By the summer of 2015 I was feeling more together, more able to do things. I was very much up-and-down with my emotions due to anxiety, but the depression had lifted. I was not spending all of my time in bed. I couldn’t always leave the house or go far though It took a lot for me to leave the house and socialise. Getting drunk helped! (socially -I was well off of the slippery slope by this point).

In June 2015, a friend took me and my daughter to Glastonbury. He drove us from London and back. The trains into and out of London were a complete nightmare, I hated every second of it and avoided social contact with everyone. But I did it for my daughter and I. Glastonbury was a great chance to get closer to her again. We spent 5 days in a tent together, sharing musical and creative experiences. It was amazing. A peaceful and beautiful experience. I didn’t have much money but we still had a great time.

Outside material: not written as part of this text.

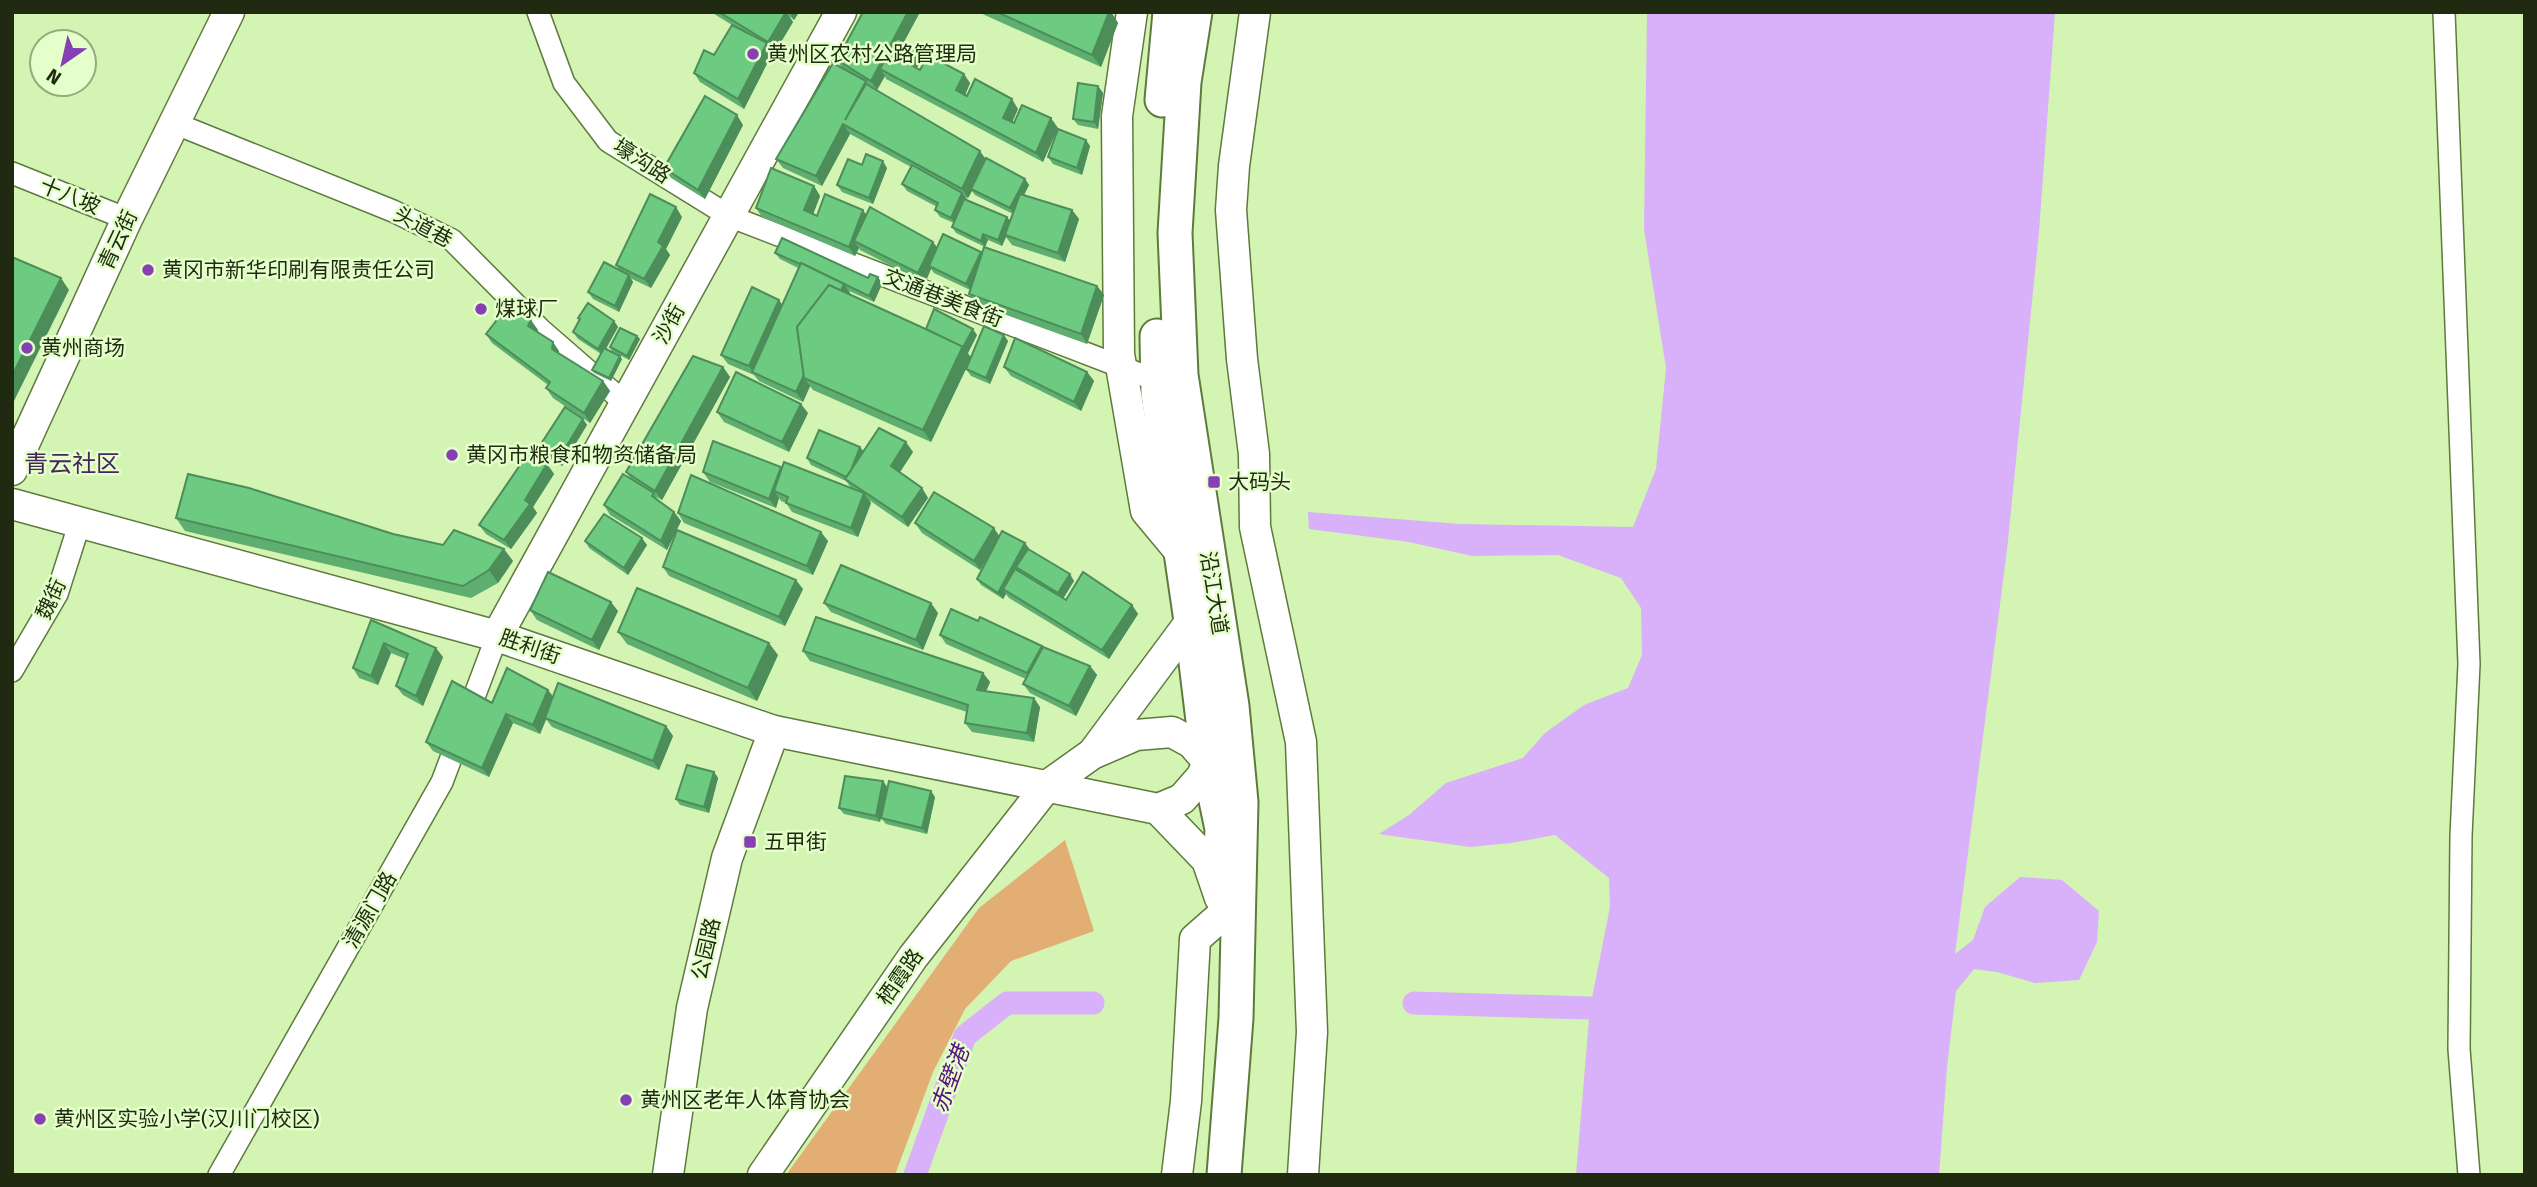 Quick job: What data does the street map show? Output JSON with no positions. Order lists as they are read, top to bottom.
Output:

The school let me take my daughter to Glastonbury, on the grounds that we both needed the time and experiences to bring us back closer together again after the debilitating depression. But I brought her back a day later than I said I would, so they fined me £250. And tried to fine her father £250 also! He was not having any of that, and I stood up for him, saying that he had no choice in the matter of whether I took her or not. They didn’t fine him in the end. I was not going to pay the fine. I would have happily served prison time standing up for my beliefs, not paying that fine. But my daughter needed me. I couldn’t leave her. And I was riddled with anxiety and not in the right frame of mind to fight it, or take advice on it. So, I just paid the fine. What was the point in the fine? I don’t know. A pointless exercise of authority? The school continued to harass me, which helped the anxieties greatly, as you can imagine.

I went back to work around October of 2015, working in a pub kitchen. I was not there long before I quit my job, due to anxiety. I couldn’t handle the pressures, and I was feeling anxious and stressed from having the memory problems and the problems with my left ear.

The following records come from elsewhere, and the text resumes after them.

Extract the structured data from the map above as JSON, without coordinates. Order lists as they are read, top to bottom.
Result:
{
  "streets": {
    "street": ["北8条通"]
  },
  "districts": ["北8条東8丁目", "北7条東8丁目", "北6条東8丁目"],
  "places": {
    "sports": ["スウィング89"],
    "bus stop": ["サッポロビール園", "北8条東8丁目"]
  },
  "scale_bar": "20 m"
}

I ended up taking my daughter out of school in Nov 2015. I attempted to home-school her but it failed for reasons that were out of my control. More pressures! (I have dedicated a page to that experience.)

At the beginning of 2016 I was homeschooling my daughter. I had started seeing a friend, as a lover. And I was getting by with a little (lot of) help from my friends.

Soon, I felt strong enough to ask my GP to send me for a psychiatric evaluation / assessment.

In March 2016, I had my first mental health assessment with a Senior Mental Health Nurse. (I have dedicated a page to that experience.)

The nurse reported that I was lying throughout the assessment.